Dairemizce davacı ile ilgili en son tutanak ve yazılı bildirim olan 18.03.2014 tarihli ihtar bildirimi başlıklı belge, yazılı ikaz/ihtar olarak kabul edilmiştir. Dolayısıyla davacının, bu tarihten sonra fesihten önce feshe konu olumsuz tutum ve davranışı dosyaya yansıtılmamıştır.
Davalı işveren tarafından davacı hakkında çok sayıda tutanak tutulması, bir kısmında yazılı ihtar cezası verildiği anlaşılmış, davacının geçmişteki bu davranışlarının işveren tarafından aktin feshini gerektirecek ağırlıkta görülmediği sonucuna varılmış olup en son yazılı ihtar verildikten sonra başkaca olumsuz davranışta bulunmadığından artık fesih nedeni yapılamayacağı anlaşılmıştır. İşverence aynı eyleme hem disiplin cezası uygulanması hem de bu eylemin fesih gerekçesi yapılması mümkün değildir. Ölçülülük ve orantılılık ilkesi gereği davacının en son 18.03.2014 tarihli işe geç gelme eylemi hem disiplin cezasına hem de feshe gerekçe yapılamaz. Davalı işveren bu eyleme yazılı ihtar ile disiplin işlemi uyguladığına göre artık fesih nedeni olamayacağından yapılan davalı işveren feshinin geçerli nedene dayanmadığı anlaşılmakla davanın kabulüne karar verilmesi gerekirken hatalı değerlendirme ile hüküm kurulması isabetsizdir.

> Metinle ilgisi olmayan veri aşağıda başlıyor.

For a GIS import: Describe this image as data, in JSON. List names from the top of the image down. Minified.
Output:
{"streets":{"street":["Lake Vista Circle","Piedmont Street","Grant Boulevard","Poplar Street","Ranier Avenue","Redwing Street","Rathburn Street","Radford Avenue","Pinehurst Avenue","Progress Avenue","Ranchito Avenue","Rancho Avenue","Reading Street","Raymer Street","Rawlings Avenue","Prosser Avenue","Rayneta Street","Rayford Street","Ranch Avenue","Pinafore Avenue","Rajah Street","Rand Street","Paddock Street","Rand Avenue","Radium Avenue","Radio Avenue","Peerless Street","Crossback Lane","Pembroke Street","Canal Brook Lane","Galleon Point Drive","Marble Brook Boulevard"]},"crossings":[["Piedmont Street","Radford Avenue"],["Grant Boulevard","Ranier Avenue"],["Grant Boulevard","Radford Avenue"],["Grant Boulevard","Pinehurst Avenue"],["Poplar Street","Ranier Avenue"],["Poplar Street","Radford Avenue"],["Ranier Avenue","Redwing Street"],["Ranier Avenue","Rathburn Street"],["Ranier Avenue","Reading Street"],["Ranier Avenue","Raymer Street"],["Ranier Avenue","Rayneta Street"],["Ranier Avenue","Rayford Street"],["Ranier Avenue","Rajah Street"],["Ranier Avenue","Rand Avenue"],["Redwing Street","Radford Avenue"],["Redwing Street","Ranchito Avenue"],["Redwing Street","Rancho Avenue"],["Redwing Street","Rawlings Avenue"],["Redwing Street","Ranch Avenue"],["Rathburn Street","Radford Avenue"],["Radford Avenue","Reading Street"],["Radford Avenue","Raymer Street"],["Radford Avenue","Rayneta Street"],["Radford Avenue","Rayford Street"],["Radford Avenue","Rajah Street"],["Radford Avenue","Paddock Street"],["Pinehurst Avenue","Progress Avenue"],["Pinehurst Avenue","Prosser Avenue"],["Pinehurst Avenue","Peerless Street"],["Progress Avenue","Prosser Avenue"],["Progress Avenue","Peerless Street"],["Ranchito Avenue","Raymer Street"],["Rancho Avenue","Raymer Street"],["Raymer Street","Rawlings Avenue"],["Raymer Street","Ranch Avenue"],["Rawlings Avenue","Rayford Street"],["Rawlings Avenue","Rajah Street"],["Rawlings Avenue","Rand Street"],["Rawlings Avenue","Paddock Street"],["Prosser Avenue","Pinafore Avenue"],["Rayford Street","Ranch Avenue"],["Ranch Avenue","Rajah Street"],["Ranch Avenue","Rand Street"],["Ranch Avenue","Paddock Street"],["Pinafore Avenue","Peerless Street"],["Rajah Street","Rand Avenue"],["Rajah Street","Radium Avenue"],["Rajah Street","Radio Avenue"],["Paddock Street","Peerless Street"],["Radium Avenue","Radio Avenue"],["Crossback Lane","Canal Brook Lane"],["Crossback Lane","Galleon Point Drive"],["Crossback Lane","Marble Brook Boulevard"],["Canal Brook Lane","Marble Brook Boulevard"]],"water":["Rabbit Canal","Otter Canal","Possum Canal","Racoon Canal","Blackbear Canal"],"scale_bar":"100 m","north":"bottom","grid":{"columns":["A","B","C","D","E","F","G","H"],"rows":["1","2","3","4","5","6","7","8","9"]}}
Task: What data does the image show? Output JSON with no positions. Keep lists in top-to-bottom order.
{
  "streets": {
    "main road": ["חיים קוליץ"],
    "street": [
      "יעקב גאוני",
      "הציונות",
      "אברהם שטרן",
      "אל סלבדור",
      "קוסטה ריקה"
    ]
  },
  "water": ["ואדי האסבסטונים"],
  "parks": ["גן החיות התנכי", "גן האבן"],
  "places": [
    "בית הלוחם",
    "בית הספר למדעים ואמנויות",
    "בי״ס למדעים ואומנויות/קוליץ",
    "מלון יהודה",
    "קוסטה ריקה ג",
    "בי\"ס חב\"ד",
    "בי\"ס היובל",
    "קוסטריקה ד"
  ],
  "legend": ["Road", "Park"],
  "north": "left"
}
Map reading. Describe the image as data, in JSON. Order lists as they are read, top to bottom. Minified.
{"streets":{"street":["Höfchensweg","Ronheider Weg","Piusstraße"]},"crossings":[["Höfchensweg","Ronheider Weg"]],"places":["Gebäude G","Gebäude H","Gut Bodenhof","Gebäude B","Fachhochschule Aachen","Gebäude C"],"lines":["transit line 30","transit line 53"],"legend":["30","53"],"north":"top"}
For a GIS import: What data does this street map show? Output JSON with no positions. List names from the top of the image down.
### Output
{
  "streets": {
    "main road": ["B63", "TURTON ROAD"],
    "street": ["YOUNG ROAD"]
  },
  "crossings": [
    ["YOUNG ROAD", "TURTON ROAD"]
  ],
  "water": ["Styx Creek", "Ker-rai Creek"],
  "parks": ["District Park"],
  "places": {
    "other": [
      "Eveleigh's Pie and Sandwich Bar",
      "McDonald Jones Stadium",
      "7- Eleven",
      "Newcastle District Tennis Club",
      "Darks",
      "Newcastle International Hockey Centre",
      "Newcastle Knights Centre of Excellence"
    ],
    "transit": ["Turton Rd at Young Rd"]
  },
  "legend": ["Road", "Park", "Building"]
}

4857 sayılı İş Yasasının 20/3 maddesi uyarınca Dairemizce aşağıdaki şekilde karar verilmiştir.
HÜKÜM: Yukarda açıklanan gerekçe ile;
1.Mahkemenin kararının BOZULARAK ORTADAN KALDIRILMASINA,
2.Davalı tarafından gerçekleştirilen feshin GEÇERSİZLİĞİNE ve davacının adı geçen işverenin işyerine İŞE İADESİNE,
3.Davacının yasal süre içinde başvurusuna rağmen davalı işverence süresi içinde işe başlatılmaması halinde ödenmesi gereken tazminat miktarının davacının kıdemi, fesih nedeni dikkate alınarak takdiren davacının 4 aylık brüt ücreti tutarında BELİRLENMESİNE,
4.Davacı işçinin işe iadesi için davalı işverene süresi içinde müracaatı halinde hak kazanılacak olan ve kararın kesinleşmesine kadar en çok 4 aya kadar ücret ve diğer haklarının davalıdan tahsilinin GEREKTİĞİNE,
5. Alınması gereken 27,70 TL harçtan peşin yatırılan 25,20 TL hacın mahsubu ile bakiye 2,50 TL harcın davalıdan alınarak hazineye gelir kaydına,
6.Davacının yapmış olduğu 140,75 TL yargılama giderinin davalıdan tahsili ile davacıya verilmesine, davalının yaptığı yargılama giderinin üzerinde bırakılmasına,
7.Karar tarihinde yürürlükte bulunan AAÜT"ne göre 1.500,00 TL avukatlık ücretinin davalıdan alınarak davacıya verilmesine,
8.Artan gider ve delil avansının ilgilisine iadesine,
9.Peşin alınan temyiz harcının isteği halinde davacıya iadesine, 16.06.2015 oybirliği ile KESİN olarak karar verildi.